Report how many lines of the listing include the word "Lake"; nothing else should be written.
● ● ● ●
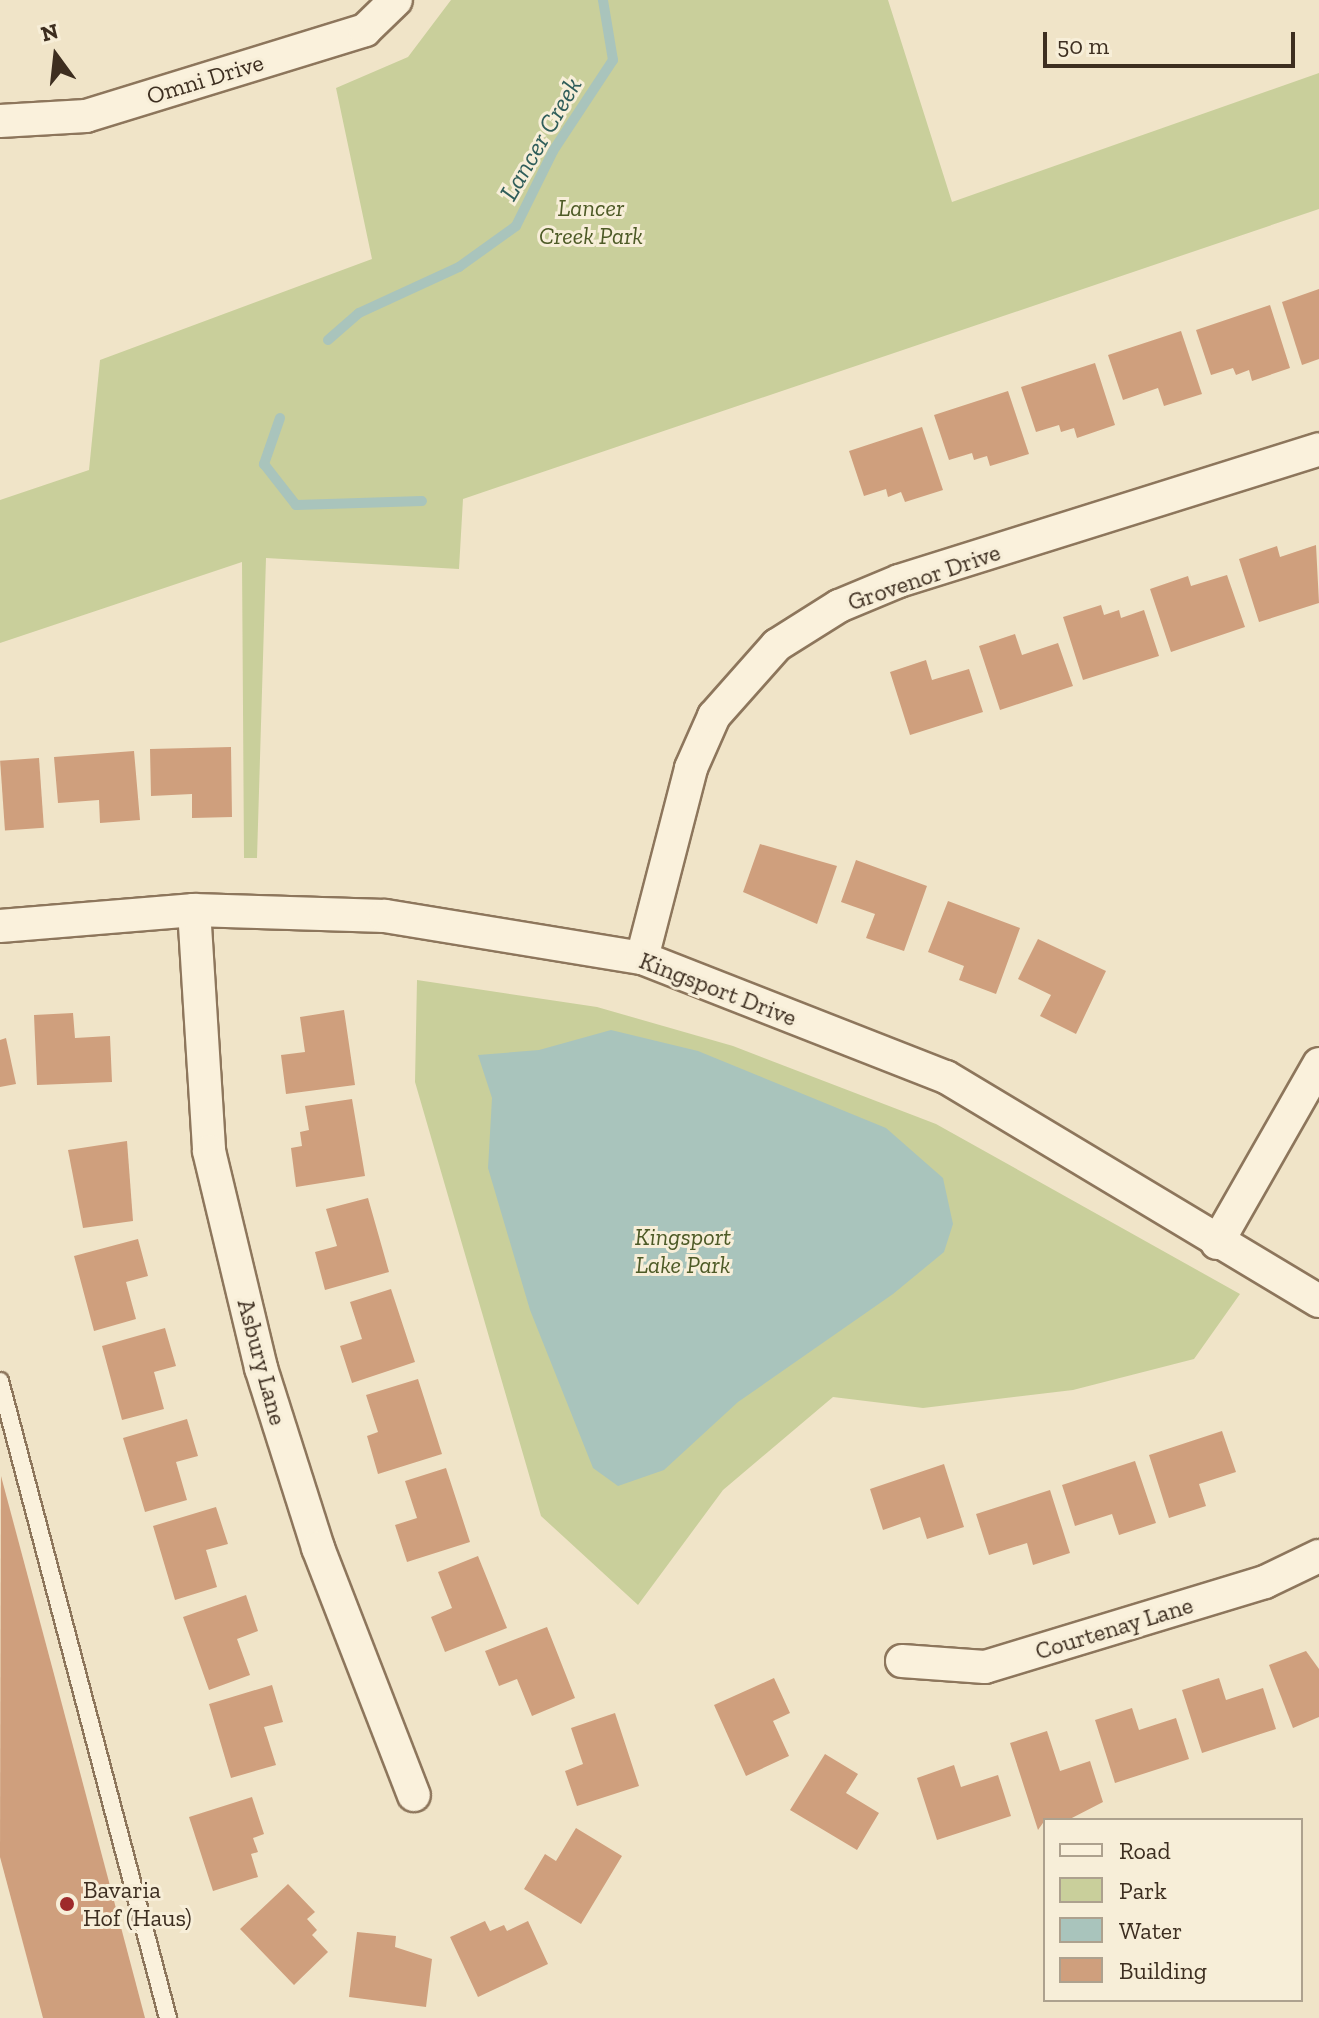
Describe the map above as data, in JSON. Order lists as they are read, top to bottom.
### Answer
{
  "streets": {
    "street": [
      "Omni Drive",
      "Grovenor Drive",
      "Kingsport Drive",
      "Asbury Lane",
      "Courtenay Lane"
    ]
  },
  "crossings": [
    ["Grovenor Drive", "Kingsport Drive"],
    ["Kingsport Drive", "Asbury Lane"]
  ],
  "water": ["Lancer Creek"],
  "parks": ["Lancer Creek Park", "Kingsport Lake Park"],
  "places": ["Bavaria Hof (Haus)"],
  "legend": [
    "Road",
    "Park",
    "Water",
    "Building"
  ],
  "scale_bar": "50 m",
  "north": "top"
}
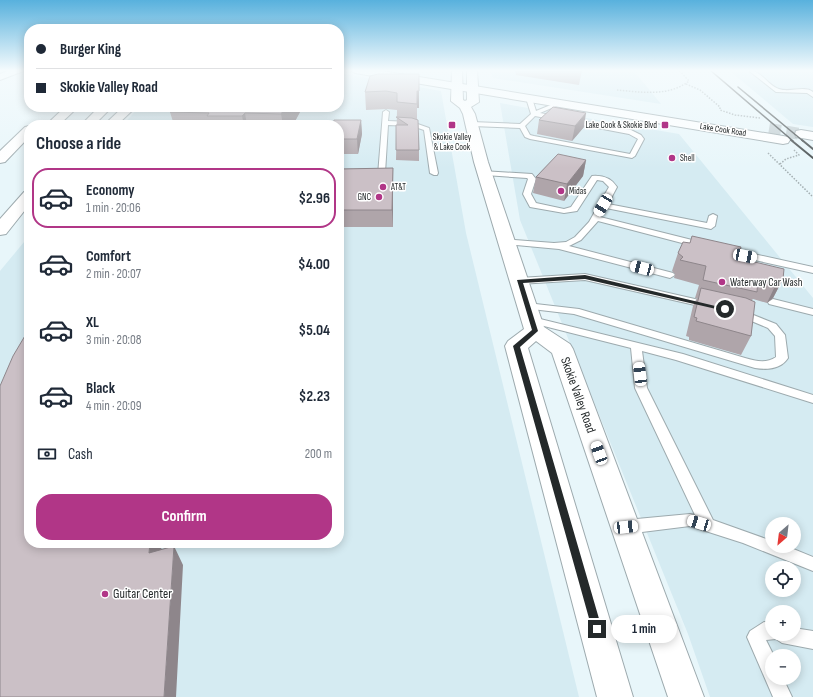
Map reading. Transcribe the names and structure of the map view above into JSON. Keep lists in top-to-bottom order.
{
  "streets": {
    "main road": ["Lake Cook Road", "Skokie Valley Road"]
  },
  "places": {
    "transit": ["Skokie Valley & Lake Cook", "Lake Cook & Skokie Blvd"],
    "other": [
      "Shell",
      "AT&T",
      "Midas",
      "GNC",
      "Waterway Car Wash",
      "Guitar Center"
    ]
  },
  "north": "bottom left",
  "page": {
    "banner": ["Burger King", "Skokie Valley Road"],
    "heading": "Choose a ride",
    "list": [
      {
        "name": "Economy",
        "note": "1 min · 20:06",
        "value": "$2.96"
      },
      {
        "name": "Comfort",
        "note": "2 min · 20:07",
        "value": "$4.00"
      },
      {
        "name": "XL",
        "note": "3 min · 20:08",
        "value": "$5.04"
      },
      {
        "name": "Black",
        "note": "4 min · 20:09",
        "value": "$2.23"
      }
    ],
    "pay": ["Cash", "200 m"],
    "buttons": "Confirm",
    "map_buttons": ["+", "−"],
    "bubble": "1 min"
  }
}
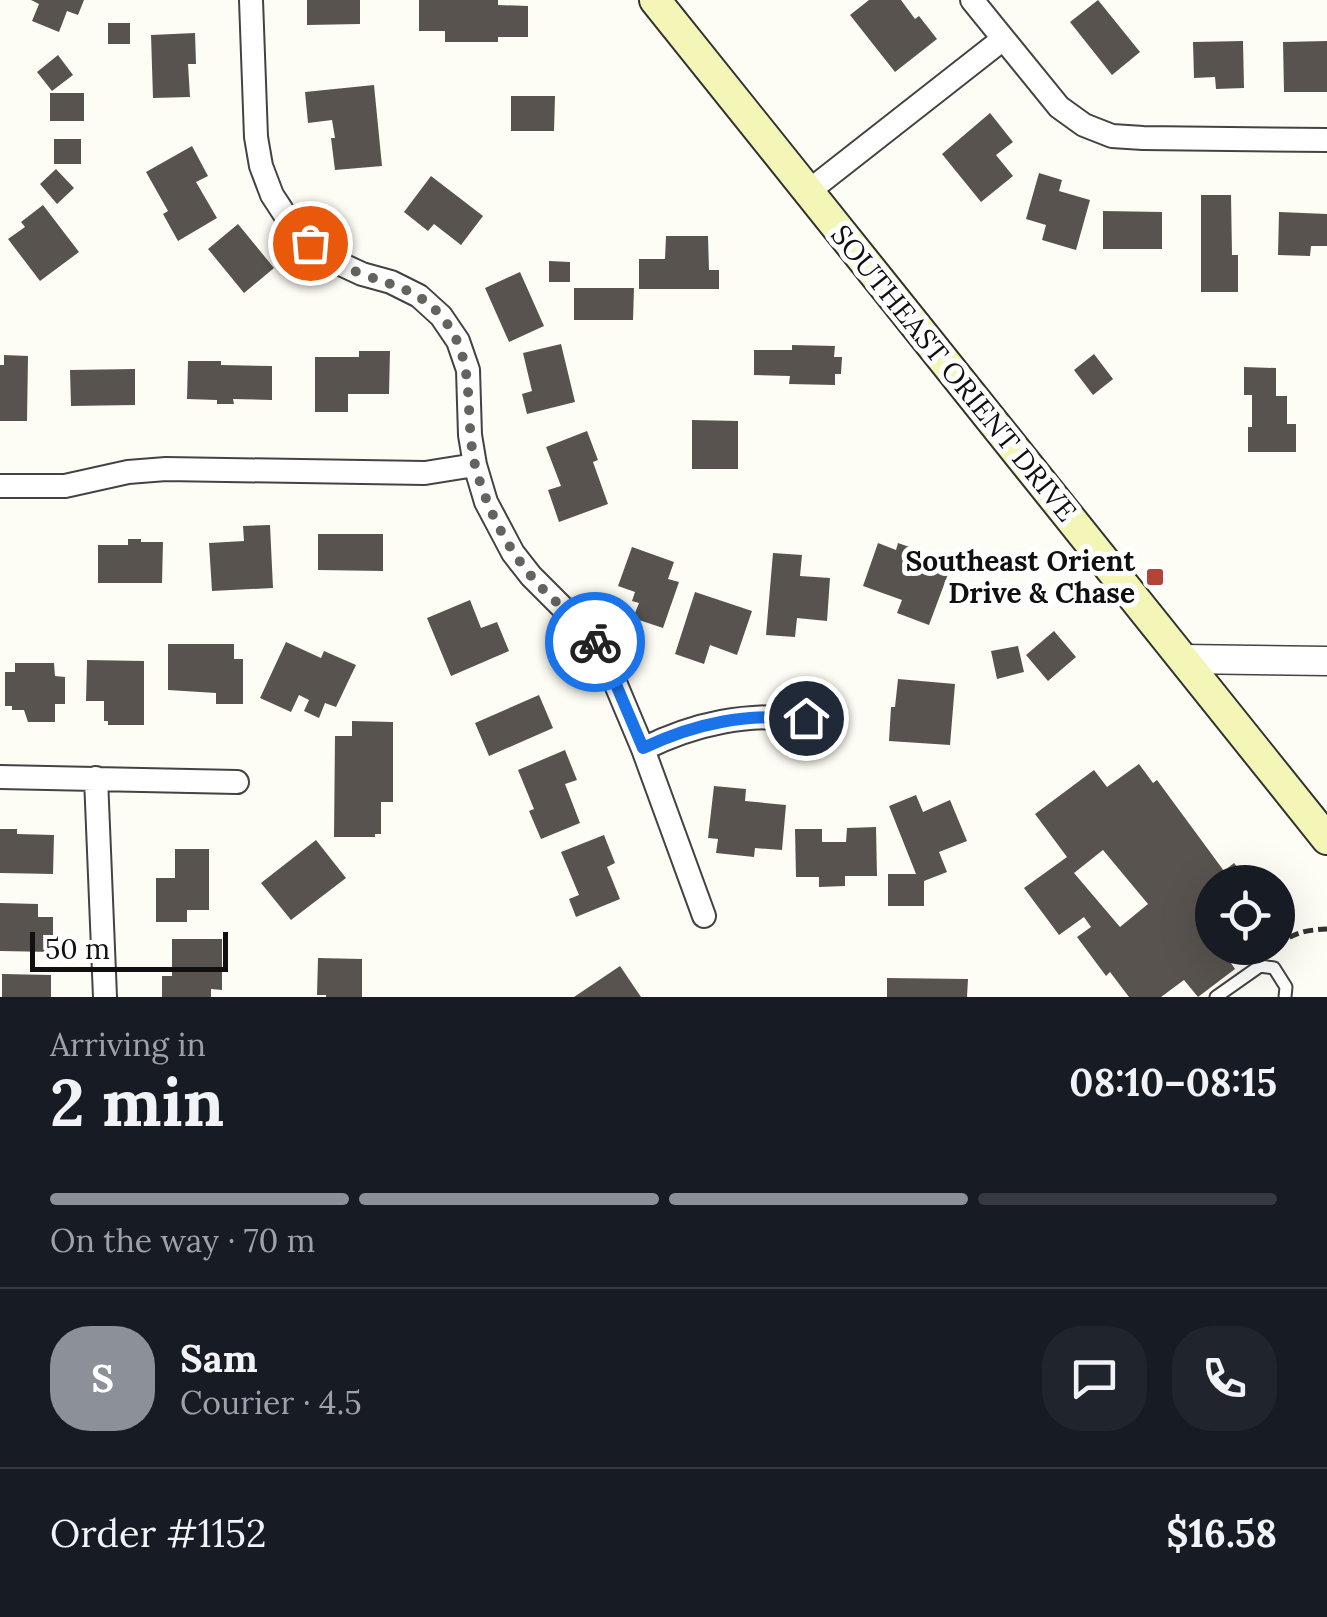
● ● ● ●
EXERCISE RESPONSE
3